[[ Data for analysis, beginning ]]

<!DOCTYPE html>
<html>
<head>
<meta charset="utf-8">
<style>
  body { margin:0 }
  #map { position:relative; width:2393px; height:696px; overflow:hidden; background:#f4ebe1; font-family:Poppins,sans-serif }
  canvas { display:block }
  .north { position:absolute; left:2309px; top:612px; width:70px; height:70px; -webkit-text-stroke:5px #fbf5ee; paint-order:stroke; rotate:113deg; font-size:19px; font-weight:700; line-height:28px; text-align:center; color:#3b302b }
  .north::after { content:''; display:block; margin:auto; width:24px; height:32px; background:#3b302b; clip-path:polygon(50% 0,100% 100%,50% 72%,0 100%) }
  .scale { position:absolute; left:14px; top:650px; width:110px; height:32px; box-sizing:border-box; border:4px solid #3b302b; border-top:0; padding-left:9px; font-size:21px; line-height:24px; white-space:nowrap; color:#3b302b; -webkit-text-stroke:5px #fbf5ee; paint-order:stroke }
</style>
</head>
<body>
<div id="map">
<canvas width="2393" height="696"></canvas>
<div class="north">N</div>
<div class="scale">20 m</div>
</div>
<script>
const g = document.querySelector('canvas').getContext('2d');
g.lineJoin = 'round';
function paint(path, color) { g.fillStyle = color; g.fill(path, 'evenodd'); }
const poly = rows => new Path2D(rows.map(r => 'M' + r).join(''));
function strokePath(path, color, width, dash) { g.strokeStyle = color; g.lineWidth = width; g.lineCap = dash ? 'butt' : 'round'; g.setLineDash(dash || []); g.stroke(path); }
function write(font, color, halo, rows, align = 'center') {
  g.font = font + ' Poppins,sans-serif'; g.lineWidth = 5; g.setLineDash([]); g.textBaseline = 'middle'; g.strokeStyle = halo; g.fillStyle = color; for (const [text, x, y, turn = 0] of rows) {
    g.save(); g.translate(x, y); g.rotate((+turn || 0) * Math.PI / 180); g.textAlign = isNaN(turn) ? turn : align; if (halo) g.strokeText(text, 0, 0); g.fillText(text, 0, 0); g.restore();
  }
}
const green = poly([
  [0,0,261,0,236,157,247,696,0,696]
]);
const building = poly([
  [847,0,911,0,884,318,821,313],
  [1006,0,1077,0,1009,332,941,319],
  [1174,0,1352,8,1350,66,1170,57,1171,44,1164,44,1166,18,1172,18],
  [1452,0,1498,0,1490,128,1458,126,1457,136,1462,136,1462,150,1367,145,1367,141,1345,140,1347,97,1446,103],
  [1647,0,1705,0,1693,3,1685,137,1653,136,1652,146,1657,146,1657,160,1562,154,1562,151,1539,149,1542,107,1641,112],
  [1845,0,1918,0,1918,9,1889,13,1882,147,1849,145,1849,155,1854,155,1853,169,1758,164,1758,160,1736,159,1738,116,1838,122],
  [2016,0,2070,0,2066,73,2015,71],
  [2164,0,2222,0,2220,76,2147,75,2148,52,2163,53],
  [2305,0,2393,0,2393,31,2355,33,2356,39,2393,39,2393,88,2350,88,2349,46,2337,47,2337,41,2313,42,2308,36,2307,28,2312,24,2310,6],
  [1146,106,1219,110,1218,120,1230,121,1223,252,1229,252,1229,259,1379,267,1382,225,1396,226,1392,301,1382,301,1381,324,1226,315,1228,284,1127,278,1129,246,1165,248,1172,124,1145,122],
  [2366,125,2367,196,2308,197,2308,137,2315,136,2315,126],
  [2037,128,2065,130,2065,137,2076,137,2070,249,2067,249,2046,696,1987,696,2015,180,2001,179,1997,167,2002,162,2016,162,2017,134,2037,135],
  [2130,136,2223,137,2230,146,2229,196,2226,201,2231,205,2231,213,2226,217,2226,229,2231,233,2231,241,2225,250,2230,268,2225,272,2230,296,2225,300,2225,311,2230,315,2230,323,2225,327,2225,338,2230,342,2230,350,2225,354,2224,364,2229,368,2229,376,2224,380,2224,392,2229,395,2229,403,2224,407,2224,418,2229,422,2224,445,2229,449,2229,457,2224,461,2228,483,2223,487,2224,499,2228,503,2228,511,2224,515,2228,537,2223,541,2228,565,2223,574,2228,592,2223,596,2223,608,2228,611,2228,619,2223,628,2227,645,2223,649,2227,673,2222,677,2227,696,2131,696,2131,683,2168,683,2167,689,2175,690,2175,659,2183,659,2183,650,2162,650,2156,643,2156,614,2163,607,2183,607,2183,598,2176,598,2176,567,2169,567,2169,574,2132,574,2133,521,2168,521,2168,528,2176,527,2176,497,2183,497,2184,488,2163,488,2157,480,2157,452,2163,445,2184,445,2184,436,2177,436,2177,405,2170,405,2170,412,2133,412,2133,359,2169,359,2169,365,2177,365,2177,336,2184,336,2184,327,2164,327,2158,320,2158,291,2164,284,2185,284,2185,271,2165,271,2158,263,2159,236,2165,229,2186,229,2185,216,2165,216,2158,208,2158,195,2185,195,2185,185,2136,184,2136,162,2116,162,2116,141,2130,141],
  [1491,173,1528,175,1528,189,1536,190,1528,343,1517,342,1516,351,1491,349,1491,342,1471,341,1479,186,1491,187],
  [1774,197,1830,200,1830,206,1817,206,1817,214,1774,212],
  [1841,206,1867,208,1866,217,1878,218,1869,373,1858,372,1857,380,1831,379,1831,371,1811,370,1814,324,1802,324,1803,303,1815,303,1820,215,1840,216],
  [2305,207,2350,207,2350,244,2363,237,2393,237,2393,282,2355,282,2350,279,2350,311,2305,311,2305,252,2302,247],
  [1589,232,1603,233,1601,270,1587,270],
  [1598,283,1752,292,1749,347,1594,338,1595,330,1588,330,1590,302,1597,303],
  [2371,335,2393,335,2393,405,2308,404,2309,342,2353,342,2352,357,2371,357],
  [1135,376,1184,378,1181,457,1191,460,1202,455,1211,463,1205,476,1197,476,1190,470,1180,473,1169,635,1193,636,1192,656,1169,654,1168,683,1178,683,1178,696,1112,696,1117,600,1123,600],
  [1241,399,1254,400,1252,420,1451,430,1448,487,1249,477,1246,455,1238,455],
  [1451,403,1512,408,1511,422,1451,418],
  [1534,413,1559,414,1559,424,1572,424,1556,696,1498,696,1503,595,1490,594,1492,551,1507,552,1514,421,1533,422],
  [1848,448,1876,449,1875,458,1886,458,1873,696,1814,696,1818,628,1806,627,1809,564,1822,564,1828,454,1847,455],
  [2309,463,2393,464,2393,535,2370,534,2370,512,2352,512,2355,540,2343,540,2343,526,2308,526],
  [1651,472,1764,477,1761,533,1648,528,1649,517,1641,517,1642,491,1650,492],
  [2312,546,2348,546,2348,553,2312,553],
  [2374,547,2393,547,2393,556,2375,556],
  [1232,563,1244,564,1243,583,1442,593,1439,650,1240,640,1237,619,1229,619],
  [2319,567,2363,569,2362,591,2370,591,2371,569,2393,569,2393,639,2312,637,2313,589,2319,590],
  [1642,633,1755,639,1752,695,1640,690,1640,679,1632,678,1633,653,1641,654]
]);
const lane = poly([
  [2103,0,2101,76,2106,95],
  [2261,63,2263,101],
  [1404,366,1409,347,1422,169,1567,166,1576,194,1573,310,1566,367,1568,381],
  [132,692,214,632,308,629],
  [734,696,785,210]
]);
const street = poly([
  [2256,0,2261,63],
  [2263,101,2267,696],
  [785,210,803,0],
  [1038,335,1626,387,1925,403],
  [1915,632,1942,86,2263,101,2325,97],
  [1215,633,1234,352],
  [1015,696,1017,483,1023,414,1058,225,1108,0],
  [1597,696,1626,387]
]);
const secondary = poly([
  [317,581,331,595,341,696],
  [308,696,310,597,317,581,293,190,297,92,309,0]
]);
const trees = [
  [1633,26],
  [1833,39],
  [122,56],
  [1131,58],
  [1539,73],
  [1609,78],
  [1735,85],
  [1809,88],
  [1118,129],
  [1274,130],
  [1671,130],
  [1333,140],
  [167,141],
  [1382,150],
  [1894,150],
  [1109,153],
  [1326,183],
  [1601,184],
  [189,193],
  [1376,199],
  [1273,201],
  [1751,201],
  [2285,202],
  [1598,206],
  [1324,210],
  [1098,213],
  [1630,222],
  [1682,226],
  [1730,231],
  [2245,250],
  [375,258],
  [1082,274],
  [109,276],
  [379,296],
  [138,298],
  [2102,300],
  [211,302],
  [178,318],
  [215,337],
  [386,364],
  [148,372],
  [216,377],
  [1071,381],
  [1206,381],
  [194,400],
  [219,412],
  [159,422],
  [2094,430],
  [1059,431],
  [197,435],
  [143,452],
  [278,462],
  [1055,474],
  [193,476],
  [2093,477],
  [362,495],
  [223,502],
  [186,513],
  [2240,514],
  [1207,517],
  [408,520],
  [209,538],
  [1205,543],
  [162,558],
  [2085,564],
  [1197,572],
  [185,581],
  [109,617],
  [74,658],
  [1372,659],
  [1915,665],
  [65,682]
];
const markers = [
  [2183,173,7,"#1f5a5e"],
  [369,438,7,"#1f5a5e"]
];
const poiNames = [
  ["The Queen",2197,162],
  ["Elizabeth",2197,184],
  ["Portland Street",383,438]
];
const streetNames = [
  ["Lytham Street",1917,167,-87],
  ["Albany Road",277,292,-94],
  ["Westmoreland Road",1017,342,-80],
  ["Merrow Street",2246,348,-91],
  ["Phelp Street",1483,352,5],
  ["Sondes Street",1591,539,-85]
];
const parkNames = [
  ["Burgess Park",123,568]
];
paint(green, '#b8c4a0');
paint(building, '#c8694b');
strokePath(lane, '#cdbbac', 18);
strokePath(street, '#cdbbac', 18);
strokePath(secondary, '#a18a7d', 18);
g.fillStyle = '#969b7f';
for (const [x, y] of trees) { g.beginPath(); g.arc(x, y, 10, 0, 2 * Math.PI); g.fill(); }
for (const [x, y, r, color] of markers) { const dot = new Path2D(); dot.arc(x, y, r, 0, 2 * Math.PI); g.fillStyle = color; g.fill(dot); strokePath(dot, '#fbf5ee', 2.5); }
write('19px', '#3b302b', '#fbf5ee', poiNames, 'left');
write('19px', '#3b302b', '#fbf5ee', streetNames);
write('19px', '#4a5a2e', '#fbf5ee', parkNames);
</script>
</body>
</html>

[[ Data for analysis, end ]]

Looking over the records, find each line with the word "center" and copy it.

  .north { position:absolute; left:2309px; top:612px; width:70px; height:70px; -webkit-text-stroke:5px #fbf5ee; paint-order:stroke; rotate:113deg; font-size:19px; font-weight:700; line-height:28px; text-align:center; color:#3b302b }
function write(font, color, halo, rows, align = 'center') {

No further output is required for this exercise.